Success in my Habit

Saturday, November 23, 2013

Getting 50 million rural women to go online

New Delhi: Rakhi Paliwal, 23, an up sarpanch (village deputy) in Rajasthan, studies law, rides a motorcycle and is comfortable surfing the internet. When a wall in a school building in her village in Rajasamund, Rajasthan, collapsed, she sought appointments with various local authorities, but in vain.

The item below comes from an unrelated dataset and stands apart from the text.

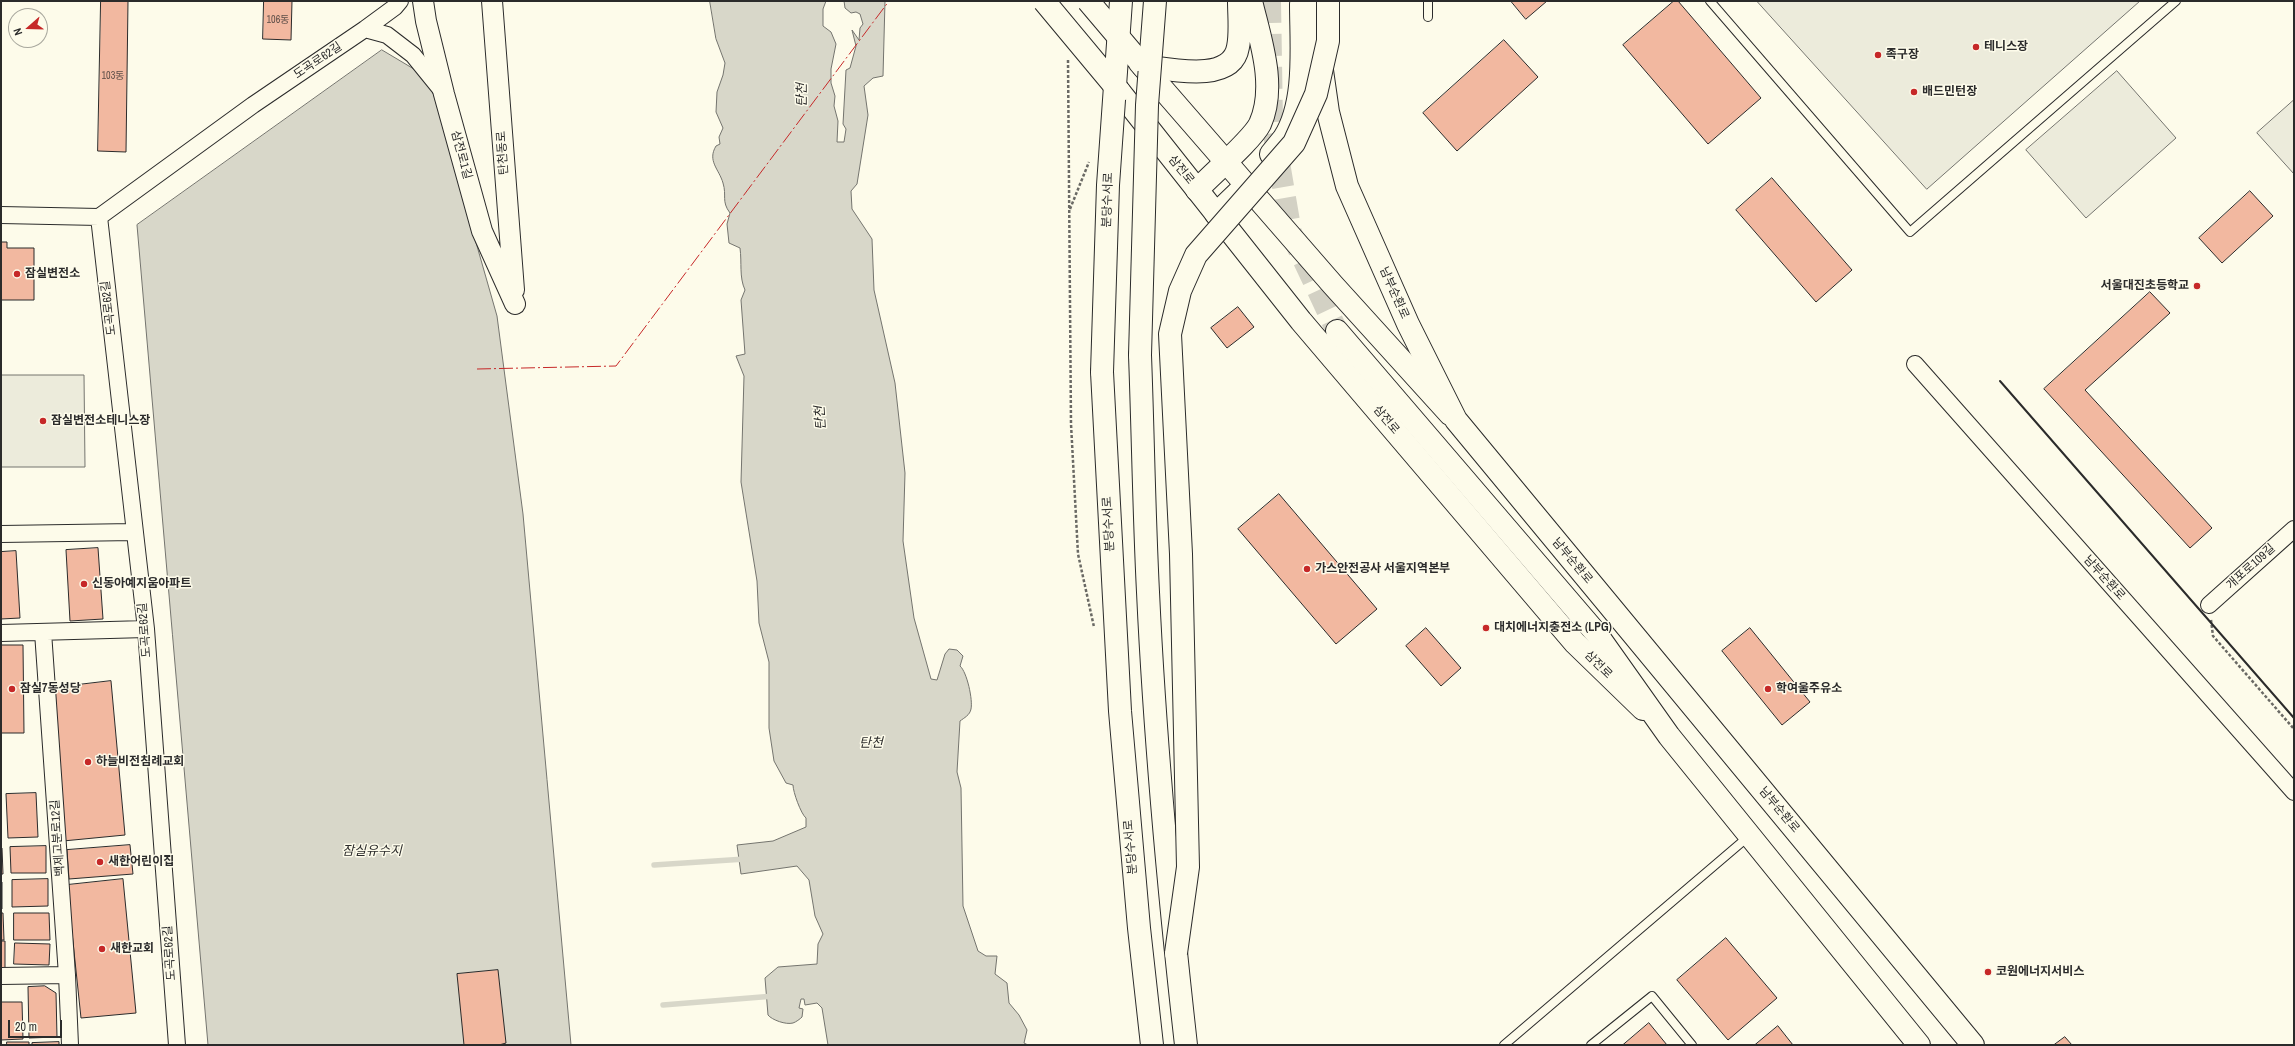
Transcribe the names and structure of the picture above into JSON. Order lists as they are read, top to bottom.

She then took a picture of the collapsed wall and mailed it along with her application to the district collector.

“In two month’s time, the wall was repaired,” Paliwal said, underlining the various ways in which the internet can be used to solve local problems.

Paliwal was here to participate in the launch of Google India’s new initiative to bring 50 million women online in a year.

India has about 200 million internet users, but only one third of these are women. “This is the lowest gender ratio in the world,” said Rajan Anandan, Managing Director and Vice-President, Sales and Operations, Google India.

Google India’s initiative Helping women get online, with support from Intel, Hindustan Unilever and Axis Bank, was launched here on Wednesday. It will focus on creating awareness about the benefits of the internet for women and will educate them to use the internet to improve their lives and work.

In the first stage, Google said it would launch a mass media campaign targeted at urban women who are ‘internet moms’. The ads will go on air next week. In addition, a Web site www.hwgo.com will host content covering the basics of internet use in Hindi and English as also a toll-free helpline.

Yonca Brunini, global lead, Tech For Good, and Vice-President of Marketing at Google, said, “A pilot programme carried out by us at a village in Bhilwara, Rajasthan was successful in training over 100,000 women on how to use basic internet applications.” She said they would replicate the model in other areas, but admitted that to scale up in India, Google would need to expand to other regional languages.